S44, constructing positive and negative samples for training the twin neural network model;
the construction of the positive and negative samples comprises the following steps:
s441, inputting a sample S, finding another same or similar sample S 'from the input data set according to the sample characteristics to form a value pair (S, S', 1), wherein 1 represents matching;
s442, repeating the process of step S441, and generating a positive sample;
s443, inputting a sample S, randomly selecting a sample S 'from a complementary set of the sample S according to the characteristics of the sample, and forming a value pair (S, S', 0), wherein 0 represents mismatching;
s444, the process of step S443 is repeated, and a negative sample is generated.
And S45, using the trained twin neural network model to predict the test set to obtain a data record set belonging to the same entity.
Based on embodiment 1, the present invention also provides a privacy-preserving data recording integration system, including:
a data record structure creation module to create a data record structure of a data record integration system, the data record structure comprising a quasi-identifier data structure and a key-value block data structure;
the system authority setting module is used for setting the management authority of the nodes of the data recording integrated system;
and the record linking module is based on the data record structure of the data record integrated system and used for comparing the similarity of the candidate record pairs by utilizing the management authority of the nodes and outputting the data record information belonging to the same entity.

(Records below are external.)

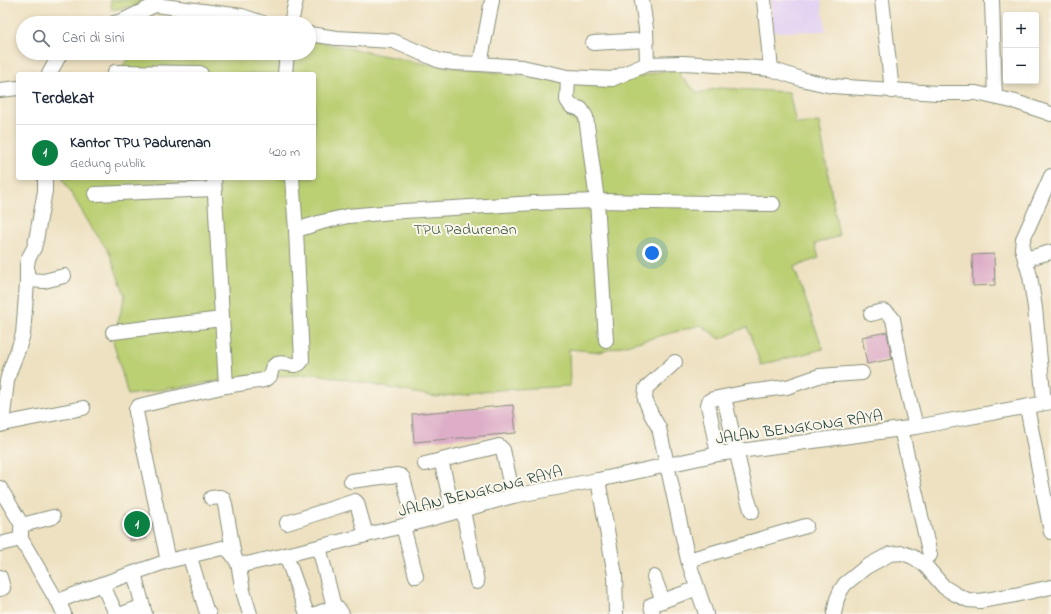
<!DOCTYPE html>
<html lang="id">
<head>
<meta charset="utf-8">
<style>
  :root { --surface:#fff; --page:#f6f6f7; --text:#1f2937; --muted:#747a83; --line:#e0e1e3; --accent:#0b8043 }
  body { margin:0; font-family:"Indie Flower",sans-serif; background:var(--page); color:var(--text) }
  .controls { position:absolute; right:12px; top:12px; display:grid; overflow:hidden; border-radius:4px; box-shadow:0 2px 6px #0003 }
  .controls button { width:36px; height:36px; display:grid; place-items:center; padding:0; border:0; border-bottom:1px solid var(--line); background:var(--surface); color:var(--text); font:20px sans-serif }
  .you { position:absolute; left:652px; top:253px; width:14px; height:14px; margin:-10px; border:3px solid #fff; border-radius:50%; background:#1a73e8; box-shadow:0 0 0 6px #1a73e833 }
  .badge { display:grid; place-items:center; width:26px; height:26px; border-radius:50%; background:var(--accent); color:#fff; font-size:13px; font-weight:700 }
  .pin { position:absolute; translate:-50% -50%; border:2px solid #fff; box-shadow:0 1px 4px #0006 }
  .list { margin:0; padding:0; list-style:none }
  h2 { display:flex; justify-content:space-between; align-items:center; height:52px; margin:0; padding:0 16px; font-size:17px }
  h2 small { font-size:13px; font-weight:400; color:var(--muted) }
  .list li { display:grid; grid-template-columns:26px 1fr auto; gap:12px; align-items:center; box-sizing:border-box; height:56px; padding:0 16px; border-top:1px solid var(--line) }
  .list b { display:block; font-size:15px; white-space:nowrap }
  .list p { margin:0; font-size:13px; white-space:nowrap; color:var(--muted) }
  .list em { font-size:13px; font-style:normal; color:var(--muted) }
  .icon { flex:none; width:22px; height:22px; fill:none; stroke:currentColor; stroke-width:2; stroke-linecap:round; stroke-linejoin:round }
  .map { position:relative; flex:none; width:1051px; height:614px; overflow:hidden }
  .search { position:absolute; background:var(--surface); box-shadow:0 2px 6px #0003; left:16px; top:16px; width:300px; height:44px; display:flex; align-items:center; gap:10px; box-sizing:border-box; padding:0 14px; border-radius:22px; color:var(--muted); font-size:15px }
  .panel { position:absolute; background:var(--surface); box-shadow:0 2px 6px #0003; left:16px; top:72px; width:300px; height:108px; border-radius:4px }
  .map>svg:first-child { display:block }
  .built { fill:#e4d3f2 }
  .green { fill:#bbcf73; stroke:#6d8654 }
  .building { fill:#deaec8 }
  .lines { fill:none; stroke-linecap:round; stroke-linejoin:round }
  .minor-casing { stroke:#868f7a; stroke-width:16 }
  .minor { stroke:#fff; stroke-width:14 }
  .labels { text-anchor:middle; stroke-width:4; stroke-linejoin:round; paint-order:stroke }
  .park-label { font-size:16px; fill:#3e5a41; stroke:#fbf7ec }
  .street-label { font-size:16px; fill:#1f3d34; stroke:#fbf7ec }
</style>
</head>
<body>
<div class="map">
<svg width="1051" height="614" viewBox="0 0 1051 614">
  <rect width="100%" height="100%" fill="#fbf7ec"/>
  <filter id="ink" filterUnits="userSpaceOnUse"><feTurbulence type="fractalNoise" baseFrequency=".025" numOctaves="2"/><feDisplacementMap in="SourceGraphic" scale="8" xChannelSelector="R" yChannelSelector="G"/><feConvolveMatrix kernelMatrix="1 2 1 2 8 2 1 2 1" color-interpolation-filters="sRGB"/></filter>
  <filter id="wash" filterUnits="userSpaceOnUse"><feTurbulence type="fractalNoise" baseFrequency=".012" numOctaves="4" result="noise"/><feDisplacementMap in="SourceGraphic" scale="16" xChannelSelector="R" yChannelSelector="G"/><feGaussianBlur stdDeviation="0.9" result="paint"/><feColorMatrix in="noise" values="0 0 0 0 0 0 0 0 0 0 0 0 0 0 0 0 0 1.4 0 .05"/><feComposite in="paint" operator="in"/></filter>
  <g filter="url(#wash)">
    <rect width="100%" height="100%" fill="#eee1c1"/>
    <path class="built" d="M770 0H821L826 31 773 32Z"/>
    <g class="green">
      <path d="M110 0H143L144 4 112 10Z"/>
      <path d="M309 40 425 64 603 85 680 67V76L698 93 719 88 789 92 796 124 819 122 839 236 815 244 819 258 794 267 823 349 761 365 747 327 720 339 701 325 600 352 569 349 570 386 498 390 436 397 317 374 239 378 128 395 113 341 125 296 109 252 92 228 62 178H314V74H114L135 53H309Z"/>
    </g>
    <g id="blocks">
      <g class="building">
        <path d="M994 254 995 285 973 286 972 255Z"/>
        <path d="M887 332 892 359 867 364 862 337Z"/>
        <path d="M513 405 516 433 414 442 412 414Z"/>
        <path d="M140 512 142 520 147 519 148 528 145 530 147 538 130 541 125 515Z"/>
      </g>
    </g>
  </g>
  <g filter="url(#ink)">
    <use href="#blocks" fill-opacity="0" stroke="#868f7a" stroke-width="1"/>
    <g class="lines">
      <defs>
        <g id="minor">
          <path d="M642 0 646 29 647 64"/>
          <path d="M764 0 771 69"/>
          <path d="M882 0 892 91"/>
          <path d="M992 0 995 97"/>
          <path d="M114 23 122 21 155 5 242 16 263 23"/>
          <path d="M291 23 296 0"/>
          <path d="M309 34 337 38 393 41 440 61 454 63 480 64 522 67 568 77 612 79 647 64 682 63 702 64 771 69 801 79 832 86 937 93H976L1016 102 1051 114"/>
          <path d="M593 43 646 40"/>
          <path d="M480 64 492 0"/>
          <path d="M115 72 200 73 201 74"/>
          <path d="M49 74 59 56 61 53"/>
          <path d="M285 74 287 53"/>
          <path d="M568 77 567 100 571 106 581 109 586 117 597 201 606 340"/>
          <path d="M0 90 18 88"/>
          <path d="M214 178 226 386"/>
          <path d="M95 194 214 189"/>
          <path d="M296 230 322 222 348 216 404 211 535 203 597 201 773 204"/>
          <path d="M1025 259 1051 252"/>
          <path d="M27 280 44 281 64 276"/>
          <path d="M871 314C883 311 885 308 893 319L902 369 916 427"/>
          <path d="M113 332 222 319"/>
          <path d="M675 362 646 388 645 399 651 414 659 428 688 560 706 614"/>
          <path d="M724 397 747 497 752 512"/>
          <path d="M1044 403 1035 308 1030 276 1025 259 1022 248 1023 239 1051 176"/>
          <path d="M1027 407 1051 532"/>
          <path d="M2 424 83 408"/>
          <path d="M0 425 2 424 7 381 10 370 19 347 23 334 27 283V265L28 259 34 248 36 240 45 191V178"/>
          <path d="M901 429 930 555"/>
          <path d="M718 454 708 405 709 401 713 399 748 392 787 387 819 376 862 373"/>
          <path d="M441 460 453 511"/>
          <path d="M425 464 499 446 503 450 513 496"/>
          <path d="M598 480 615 575 616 614"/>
          <path d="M351 481 397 475 401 476 403 478 415 523"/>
          <path d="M0 488 22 525 21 529V539L56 599 61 600 102 584 168 561 222 548C231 549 233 556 238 563L247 564 286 555 415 523 513 496 598 480 718 454 916 427 1051 402"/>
          <path d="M211 498 220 497 223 498 225 504 234 556"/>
          <path d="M463 510 477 582"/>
          <path d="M287 523 355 501 357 503 366 535"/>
          <path d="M22 525 53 517"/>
          <path d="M403 526 416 576"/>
          <path d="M0 544 21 539"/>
          <path d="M319 547 334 607"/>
          <path d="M286 555 307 614"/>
          <path d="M190 556 192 564 206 610 209 614"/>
          <path d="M688 560 806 526"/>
          <path d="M168 561 136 412V409L139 406 226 386 264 380 270 376C271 374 271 369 273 367 280 357 297 372 302 360L296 230 292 178"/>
          <path d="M238 563 243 591 250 614"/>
          <path d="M134 573 145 614"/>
          <path d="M0 577 3 588 0 589"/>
          <path d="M654 577 663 601"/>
          <path d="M102 584 115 611 118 614"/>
          <path d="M58 600 64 614"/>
          <path d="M122 614 143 606"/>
          <path d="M316 614 334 607 338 608 342 614"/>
          <path d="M653 614 651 605 690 591"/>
          <path d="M834 614 837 599 841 590 845 584 866 567 890 554 903 553 913 557 924 564 944 587 955 594 968 600 980 601 1015 595 1051 587"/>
        </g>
      </defs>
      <use href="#minor" class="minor-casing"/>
      <use href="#minor" class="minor"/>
    </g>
  </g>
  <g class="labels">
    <g class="park-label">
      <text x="465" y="234">TPU Padurenan</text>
    </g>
    <g class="street-label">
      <text transform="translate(799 426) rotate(-8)" y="6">JALAN BENGKONG RAYA</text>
      <text transform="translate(480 490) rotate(-14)" y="6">JALAN BENGKONG RAYA</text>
    </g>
  </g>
</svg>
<div class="controls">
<button>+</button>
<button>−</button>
</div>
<div class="you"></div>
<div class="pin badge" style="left:137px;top:524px">1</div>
<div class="search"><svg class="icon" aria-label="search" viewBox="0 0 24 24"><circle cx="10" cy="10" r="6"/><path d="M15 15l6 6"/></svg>Cari di sini</div>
<section class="panel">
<h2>Terdekat<small></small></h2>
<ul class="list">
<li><span class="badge">1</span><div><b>Kantor TPU Padurenan</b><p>Gedung publik</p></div><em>420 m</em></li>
</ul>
</section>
</div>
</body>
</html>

In the recording process, the data is always in a data isolation environment, so that the data of each information system in the system is guaranteed to be credible in the transmission process.
Based on embodiment 1, the present invention further provides a computer-readable storage medium, which includes computer-executable instructions, and when the computer-executable instructions are executed by one or more processors, the processors execute the steps of the privacy-preserving data recording integration method according to any one of the above embodiments.
The invention applies the deep learning method to the record link task of privacy protection, so that the technology can adapt to more scenes; different from the existing machine learning method, the twin neural network can automatically extract scene characteristics according to the attribute representation mode of the scene, and a model is constructed, so that the accuracy of the link is improved and the time efficiency of the whole process is improved on the basis of ensuring the credibility of the integration process; the coded data recording structure can anonymize original data, so that the traceability of the data recording is guaranteed, the credibility of an integration process is guaranteed, personal privacy data in an information system cannot be revealed, and the coded data recording structure has necessity in industrial application engineering with higher requirements on data safety, data traceability and the like; aiming at the characteristics of data isomerization storage, the invention automatically extracts the characteristics of scene data and normalizes the data format, thereby greatly reducing the difficulty of data recording integration; the invention can integrate data between different information systems under the condition of ensuring the credibility of the process according to the link of the data in the data integration system, thereby effectively supporting the application fusion across fields and expanding the application range and the application intensity of data integration.
The foregoing has outlined rather broadly the preferred embodiments and principles of the present invention and it will be appreciated that those skilled in the art may devise variations of the present invention that are within the spirit and scope of the appended claims.